The Justice Department, the Justice Department has challenged North Carolina.
They've sent a letter to the governor saying you will not enforce the law that your legislature just passed on the bathrooms.
You will not.
I have to put up, pardon me, wrong way to put it.
I have to listen to people worry about whether Trump's going to become a dictator while we're living in the early stages of one.
The Justice Department's taking over every local police department they can, and now they're instructing with intimidating letters governors warning them, you better not.
Title VII Civil Rights Act.
It's apparently a violation of Title VII Civil Rights Act to put signs on restrooms.
Now, the Civil Rights Act 1964, I challenge anybody, go read it.
I know you're not going to.
I'll tell you.
There's nothing in it about transgenders.
There's nothing in it about bathrooms.
There's not a single syllable.
There's not a preposition.
There's not a vowel.
There's nothing in the Civil Rights Act, Title VII or anywhere else, has anything to do with bathrooms, signs, transgender, gender orientation, anything of the sort.
But this is the regime.
Details coming up.
North Carolina lawmakers have reacted to it.

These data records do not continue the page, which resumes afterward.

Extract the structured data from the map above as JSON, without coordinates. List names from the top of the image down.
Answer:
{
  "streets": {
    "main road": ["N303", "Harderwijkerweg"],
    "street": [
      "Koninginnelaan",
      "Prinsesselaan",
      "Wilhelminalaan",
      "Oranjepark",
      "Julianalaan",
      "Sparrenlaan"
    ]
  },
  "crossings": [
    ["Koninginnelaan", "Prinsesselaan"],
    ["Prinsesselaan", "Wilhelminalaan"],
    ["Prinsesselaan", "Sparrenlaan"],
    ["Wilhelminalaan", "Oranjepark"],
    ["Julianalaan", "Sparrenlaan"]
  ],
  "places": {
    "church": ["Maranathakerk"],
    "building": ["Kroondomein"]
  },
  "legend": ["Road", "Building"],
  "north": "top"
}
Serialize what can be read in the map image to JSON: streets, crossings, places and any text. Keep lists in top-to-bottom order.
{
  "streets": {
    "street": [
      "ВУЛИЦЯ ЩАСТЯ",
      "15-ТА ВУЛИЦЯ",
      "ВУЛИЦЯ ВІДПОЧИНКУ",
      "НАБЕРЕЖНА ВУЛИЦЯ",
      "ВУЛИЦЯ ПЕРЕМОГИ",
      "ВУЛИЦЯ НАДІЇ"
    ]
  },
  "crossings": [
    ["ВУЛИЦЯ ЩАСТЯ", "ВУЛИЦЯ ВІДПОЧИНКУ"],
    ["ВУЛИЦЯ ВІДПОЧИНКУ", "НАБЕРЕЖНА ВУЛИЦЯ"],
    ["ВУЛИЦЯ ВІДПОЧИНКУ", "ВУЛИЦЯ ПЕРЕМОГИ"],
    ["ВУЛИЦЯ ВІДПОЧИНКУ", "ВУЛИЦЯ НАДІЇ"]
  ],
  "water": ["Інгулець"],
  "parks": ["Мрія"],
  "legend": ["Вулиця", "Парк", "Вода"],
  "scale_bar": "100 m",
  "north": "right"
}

Another sharp rise in homelessness in Los Angeles.
California for some more draconian anti-smoking laws and taxes.
And the mayor of Cupertino, California.
Apple pays $9.2 million in taxes every year to Cupertino, California.
And the mayor says it's not enough.
They can't keep the buses running.
They can't keep the streets clean.
They can't keep the infrastructure running.
Apple should pay $100 million.
Just give the city of Cupertino, it's 60,000 people.
Give the city $100 million just because they have it.
I mean, they've got it.
They're rich.
Mayor says he tried to get into Apple's headquarters.
He drove over there.
They wouldn't let him in.
He didn't have an appointment.
Security wouldn't let him in.
So he went back to his office, fuming, has now let the world know that Apple isn't paying enough.
And they're paying an effective tax rate of 2.3%, which is the law.
They pay 2.3%, not on their big cash pot of $200 million because it's all overseas.
So their tax bill is $9.2 million.
It's Cupertino, $9.2 million, not enough.
So those are the things that really have nothing to do with the campaign.
We're loaded as well on the campaign.
Chris Matthews did not know his mic was open on PMS NBC.
Did you hear about this?
Donald Trump wins the Indiana primary.
The cameras are trained at Trump Tower, the headquarters on the podium, waiting for the Trump entourage to arrive at the podium for Trump to make his acceptance.
And all the people, MSNBC, and the commentator desk are sitting there watching this.
And Chris Matthews, none of the mic's live yet because they're not on the air, but he's waiting for commercial break.
And Melania Trump walks in with her husband.
And apparently, Matthews got another thrill up his leg because he started oogling and ogling and going, oh my God, oh my God, would you look at the way she walks?
oh, my God, I could look at that all day.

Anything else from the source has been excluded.